_Data for this task_.
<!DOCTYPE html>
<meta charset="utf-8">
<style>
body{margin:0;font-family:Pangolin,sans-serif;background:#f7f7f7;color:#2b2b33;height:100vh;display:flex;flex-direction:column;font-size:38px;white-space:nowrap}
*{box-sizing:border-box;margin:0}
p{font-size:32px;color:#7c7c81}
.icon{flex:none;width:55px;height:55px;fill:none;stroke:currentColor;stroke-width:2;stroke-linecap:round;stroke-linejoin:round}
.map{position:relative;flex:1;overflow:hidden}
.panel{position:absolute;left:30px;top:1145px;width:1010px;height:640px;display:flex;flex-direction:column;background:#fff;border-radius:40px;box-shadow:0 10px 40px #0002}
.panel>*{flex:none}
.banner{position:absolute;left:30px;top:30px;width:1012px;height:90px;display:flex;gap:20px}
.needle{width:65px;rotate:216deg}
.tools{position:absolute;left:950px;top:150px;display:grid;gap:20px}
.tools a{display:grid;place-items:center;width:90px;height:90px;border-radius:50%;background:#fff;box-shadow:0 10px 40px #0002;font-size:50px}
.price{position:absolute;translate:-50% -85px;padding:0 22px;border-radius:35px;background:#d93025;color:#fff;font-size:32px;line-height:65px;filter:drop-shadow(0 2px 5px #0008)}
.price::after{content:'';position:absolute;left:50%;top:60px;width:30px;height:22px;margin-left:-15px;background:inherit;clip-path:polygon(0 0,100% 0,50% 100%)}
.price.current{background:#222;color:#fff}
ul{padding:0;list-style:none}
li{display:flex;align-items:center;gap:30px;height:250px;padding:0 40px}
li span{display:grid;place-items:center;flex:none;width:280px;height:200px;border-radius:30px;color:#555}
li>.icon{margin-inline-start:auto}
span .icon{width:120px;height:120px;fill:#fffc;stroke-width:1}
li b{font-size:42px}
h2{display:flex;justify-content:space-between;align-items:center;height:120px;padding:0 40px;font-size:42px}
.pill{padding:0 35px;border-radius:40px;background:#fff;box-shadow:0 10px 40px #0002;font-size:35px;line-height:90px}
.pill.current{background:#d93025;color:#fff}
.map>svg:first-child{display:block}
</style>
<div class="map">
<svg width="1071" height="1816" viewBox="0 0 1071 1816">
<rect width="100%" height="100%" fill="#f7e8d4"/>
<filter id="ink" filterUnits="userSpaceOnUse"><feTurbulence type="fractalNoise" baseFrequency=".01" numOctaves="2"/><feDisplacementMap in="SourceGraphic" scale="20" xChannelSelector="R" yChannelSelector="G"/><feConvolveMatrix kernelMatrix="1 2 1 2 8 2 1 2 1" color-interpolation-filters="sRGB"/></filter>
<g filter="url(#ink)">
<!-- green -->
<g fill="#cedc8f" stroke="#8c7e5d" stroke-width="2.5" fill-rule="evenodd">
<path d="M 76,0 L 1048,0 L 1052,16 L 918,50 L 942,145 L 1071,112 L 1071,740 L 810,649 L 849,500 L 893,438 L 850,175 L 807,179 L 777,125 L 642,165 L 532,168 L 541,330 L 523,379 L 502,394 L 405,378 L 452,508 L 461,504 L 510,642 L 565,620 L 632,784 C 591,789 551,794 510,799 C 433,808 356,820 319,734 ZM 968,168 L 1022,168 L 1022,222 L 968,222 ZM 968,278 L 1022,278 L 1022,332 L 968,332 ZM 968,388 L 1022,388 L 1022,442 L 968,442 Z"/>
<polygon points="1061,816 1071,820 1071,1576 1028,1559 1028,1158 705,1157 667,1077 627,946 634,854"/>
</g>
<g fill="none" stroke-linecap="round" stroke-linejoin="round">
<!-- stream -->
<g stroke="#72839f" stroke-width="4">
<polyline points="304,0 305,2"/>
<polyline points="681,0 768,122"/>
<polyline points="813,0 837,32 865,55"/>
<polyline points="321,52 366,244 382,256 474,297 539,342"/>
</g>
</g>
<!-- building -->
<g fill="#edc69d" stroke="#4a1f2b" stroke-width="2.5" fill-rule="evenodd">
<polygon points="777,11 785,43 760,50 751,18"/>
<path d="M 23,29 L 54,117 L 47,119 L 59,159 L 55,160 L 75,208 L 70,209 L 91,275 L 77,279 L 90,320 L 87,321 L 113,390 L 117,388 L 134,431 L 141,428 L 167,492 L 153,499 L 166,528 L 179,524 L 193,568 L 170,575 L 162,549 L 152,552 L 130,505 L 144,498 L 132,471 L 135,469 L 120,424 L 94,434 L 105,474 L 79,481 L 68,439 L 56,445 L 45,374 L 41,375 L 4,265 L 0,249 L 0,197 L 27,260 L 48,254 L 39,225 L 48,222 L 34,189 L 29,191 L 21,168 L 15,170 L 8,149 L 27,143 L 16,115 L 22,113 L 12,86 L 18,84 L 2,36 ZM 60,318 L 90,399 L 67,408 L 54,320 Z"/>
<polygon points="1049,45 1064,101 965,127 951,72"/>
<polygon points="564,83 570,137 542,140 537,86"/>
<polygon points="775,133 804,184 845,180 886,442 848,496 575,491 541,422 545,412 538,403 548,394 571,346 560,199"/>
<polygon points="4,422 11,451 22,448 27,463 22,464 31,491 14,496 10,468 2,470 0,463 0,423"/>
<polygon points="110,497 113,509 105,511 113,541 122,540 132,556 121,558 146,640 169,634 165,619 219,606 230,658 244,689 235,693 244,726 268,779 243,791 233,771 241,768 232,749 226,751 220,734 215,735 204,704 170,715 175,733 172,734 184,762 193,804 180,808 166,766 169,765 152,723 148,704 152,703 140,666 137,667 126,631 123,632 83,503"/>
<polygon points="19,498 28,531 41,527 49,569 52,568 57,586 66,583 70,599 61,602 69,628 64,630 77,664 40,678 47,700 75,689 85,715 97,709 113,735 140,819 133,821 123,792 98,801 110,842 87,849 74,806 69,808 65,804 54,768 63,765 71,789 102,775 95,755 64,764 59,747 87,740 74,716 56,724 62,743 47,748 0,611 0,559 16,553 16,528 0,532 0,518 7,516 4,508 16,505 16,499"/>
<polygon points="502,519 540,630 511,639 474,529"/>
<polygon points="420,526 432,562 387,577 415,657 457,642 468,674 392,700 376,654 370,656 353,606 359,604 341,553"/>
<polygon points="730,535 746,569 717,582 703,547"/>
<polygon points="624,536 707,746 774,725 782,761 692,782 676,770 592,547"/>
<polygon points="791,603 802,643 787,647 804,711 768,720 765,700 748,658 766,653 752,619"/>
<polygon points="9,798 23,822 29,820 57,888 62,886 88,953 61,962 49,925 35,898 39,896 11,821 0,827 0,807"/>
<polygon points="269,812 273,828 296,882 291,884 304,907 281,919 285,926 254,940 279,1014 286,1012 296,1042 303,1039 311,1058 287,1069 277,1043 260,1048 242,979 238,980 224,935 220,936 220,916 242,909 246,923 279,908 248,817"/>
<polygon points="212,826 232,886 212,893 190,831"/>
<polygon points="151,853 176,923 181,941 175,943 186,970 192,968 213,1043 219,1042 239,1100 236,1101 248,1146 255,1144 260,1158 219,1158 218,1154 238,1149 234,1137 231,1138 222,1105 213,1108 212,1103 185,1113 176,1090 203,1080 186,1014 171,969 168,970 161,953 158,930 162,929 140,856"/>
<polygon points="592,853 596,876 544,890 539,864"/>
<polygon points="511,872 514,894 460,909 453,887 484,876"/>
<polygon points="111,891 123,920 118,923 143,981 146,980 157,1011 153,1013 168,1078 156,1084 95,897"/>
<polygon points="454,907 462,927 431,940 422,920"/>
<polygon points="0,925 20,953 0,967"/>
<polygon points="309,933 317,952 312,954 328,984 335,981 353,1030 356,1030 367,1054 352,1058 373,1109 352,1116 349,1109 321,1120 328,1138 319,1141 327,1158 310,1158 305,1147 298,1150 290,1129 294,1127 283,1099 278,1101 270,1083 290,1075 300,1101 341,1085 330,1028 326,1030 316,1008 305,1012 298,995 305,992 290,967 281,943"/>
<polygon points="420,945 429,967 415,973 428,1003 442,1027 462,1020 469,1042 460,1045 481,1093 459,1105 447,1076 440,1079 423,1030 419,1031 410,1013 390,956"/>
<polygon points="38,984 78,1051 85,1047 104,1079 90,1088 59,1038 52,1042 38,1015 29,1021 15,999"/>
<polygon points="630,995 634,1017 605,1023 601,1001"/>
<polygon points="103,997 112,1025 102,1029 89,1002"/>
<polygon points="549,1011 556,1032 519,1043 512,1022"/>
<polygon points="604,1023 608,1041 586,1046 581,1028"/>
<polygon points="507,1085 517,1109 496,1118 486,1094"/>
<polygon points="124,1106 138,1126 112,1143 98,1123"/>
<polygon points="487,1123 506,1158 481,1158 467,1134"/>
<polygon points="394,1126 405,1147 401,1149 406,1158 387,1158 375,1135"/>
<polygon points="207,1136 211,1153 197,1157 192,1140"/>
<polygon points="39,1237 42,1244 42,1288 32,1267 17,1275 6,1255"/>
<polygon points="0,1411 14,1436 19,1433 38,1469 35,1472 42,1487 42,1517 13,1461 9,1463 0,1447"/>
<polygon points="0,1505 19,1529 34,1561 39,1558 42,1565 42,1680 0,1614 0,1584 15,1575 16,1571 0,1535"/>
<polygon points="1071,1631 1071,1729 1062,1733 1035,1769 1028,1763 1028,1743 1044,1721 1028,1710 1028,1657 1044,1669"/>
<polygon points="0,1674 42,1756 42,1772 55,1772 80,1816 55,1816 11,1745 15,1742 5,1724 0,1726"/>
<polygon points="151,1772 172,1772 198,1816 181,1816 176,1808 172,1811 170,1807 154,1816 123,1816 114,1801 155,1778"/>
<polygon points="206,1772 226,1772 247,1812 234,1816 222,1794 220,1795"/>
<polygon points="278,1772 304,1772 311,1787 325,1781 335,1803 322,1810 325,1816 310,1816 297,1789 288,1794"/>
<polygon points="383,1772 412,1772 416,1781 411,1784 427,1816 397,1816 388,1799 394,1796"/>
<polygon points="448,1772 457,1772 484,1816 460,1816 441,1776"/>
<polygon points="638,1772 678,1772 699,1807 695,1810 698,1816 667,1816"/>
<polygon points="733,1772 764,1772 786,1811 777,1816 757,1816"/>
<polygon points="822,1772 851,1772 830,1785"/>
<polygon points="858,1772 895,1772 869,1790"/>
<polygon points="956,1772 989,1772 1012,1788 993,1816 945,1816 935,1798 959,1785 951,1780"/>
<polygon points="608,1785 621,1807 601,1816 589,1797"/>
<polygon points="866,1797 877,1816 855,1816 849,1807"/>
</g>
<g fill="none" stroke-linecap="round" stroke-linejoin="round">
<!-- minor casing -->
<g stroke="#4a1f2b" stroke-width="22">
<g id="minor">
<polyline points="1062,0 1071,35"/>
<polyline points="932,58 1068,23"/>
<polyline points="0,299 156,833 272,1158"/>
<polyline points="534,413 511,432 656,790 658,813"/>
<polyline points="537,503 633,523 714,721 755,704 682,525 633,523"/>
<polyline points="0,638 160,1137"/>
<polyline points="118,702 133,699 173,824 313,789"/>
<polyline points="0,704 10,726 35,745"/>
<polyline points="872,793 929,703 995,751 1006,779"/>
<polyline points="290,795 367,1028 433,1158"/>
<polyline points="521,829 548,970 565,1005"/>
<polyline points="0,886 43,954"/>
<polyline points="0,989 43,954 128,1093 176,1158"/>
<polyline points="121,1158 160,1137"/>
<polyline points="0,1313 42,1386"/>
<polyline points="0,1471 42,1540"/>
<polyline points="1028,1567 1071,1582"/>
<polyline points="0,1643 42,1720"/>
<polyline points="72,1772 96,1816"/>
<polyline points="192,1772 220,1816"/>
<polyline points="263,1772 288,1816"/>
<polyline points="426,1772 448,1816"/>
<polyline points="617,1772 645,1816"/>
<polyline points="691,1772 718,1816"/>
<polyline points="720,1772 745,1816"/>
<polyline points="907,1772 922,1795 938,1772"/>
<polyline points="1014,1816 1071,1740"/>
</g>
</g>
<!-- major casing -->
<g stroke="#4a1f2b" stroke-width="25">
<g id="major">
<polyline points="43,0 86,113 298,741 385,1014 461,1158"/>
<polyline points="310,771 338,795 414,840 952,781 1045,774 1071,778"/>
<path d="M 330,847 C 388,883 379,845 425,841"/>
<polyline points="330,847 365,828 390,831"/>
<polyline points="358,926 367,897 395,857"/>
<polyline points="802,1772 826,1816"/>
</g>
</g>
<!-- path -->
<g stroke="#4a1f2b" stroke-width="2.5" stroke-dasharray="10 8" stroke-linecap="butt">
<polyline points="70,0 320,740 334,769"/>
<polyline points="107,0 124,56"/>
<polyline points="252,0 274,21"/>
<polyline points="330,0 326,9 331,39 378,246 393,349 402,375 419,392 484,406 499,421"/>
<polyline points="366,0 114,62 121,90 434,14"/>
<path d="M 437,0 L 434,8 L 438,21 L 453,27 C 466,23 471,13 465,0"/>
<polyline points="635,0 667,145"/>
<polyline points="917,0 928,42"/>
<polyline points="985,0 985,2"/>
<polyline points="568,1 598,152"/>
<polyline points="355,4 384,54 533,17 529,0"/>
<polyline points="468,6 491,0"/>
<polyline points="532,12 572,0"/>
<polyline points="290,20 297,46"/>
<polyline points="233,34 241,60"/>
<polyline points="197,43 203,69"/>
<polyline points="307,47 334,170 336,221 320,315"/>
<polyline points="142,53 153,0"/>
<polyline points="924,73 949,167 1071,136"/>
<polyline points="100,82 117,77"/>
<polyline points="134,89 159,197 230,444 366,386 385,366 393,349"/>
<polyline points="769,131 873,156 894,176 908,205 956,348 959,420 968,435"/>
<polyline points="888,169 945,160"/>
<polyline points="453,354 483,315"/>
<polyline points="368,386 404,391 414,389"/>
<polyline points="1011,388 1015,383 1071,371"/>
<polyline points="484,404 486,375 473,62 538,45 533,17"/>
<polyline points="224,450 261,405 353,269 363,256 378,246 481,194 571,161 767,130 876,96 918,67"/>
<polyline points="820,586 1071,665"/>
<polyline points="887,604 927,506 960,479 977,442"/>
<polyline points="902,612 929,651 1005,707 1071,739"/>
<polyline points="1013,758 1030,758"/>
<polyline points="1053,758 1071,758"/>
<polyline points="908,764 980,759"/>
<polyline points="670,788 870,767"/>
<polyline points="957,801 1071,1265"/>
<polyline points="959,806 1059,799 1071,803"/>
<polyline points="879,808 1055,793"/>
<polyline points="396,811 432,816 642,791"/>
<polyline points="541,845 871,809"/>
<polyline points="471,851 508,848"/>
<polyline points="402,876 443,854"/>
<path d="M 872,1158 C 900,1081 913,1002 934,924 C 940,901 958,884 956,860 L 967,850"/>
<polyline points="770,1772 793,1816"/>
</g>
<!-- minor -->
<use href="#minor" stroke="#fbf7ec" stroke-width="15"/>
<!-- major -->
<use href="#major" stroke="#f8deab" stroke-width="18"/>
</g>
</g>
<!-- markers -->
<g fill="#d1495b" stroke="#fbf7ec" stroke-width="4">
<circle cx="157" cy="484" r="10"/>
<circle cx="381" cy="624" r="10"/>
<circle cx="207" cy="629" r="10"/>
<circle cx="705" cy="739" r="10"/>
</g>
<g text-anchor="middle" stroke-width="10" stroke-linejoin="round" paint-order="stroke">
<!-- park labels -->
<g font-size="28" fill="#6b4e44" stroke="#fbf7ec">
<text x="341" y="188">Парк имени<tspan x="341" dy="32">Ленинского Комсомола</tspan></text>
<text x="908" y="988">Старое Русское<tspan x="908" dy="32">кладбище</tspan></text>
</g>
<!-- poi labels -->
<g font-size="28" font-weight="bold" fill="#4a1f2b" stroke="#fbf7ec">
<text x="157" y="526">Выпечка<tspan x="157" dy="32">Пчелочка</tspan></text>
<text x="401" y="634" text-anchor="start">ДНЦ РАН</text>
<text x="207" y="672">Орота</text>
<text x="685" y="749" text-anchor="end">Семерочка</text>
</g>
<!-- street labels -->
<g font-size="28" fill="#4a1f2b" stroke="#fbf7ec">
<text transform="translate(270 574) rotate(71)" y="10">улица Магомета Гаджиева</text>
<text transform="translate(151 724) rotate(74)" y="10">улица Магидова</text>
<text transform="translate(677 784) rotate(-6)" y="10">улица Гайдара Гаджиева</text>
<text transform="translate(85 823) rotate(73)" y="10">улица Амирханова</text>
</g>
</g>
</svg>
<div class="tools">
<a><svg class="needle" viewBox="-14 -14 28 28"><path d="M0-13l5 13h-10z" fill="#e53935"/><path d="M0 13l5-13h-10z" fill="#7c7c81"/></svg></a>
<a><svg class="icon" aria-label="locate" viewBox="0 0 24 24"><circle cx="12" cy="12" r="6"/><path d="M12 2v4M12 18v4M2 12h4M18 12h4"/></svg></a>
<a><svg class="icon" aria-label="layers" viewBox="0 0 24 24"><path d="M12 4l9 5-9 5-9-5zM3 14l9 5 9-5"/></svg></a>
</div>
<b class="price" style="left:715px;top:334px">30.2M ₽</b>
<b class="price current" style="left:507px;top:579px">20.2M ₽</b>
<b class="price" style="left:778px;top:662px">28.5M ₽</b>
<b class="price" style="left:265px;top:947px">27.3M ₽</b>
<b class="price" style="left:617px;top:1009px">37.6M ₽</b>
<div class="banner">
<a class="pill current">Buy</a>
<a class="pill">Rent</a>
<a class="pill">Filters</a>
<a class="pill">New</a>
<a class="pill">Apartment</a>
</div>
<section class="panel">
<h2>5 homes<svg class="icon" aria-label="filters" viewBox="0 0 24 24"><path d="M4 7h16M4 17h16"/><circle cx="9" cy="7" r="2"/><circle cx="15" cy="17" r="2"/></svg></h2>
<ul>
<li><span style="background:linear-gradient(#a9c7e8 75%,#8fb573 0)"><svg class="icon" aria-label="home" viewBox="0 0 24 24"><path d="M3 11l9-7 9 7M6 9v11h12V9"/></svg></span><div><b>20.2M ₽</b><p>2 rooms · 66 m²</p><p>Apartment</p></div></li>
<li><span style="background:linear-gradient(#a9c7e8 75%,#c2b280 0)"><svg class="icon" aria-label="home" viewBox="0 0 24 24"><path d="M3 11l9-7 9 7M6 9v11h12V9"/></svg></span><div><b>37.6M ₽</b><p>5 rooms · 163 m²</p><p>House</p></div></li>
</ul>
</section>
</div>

_Activity_. Find every line in the records that has the word "tools". Copy those lines.

_Solution to the problem_.
.tools{position:absolute;left:950px;top:150px;display:grid;gap:20px}
.tools a{display:grid;place-items:center;width:90px;height:90px;border-radius:50%;background:#fff;box-shadow:0 10px 40px #0002;font-size:50px}
<div class="tools">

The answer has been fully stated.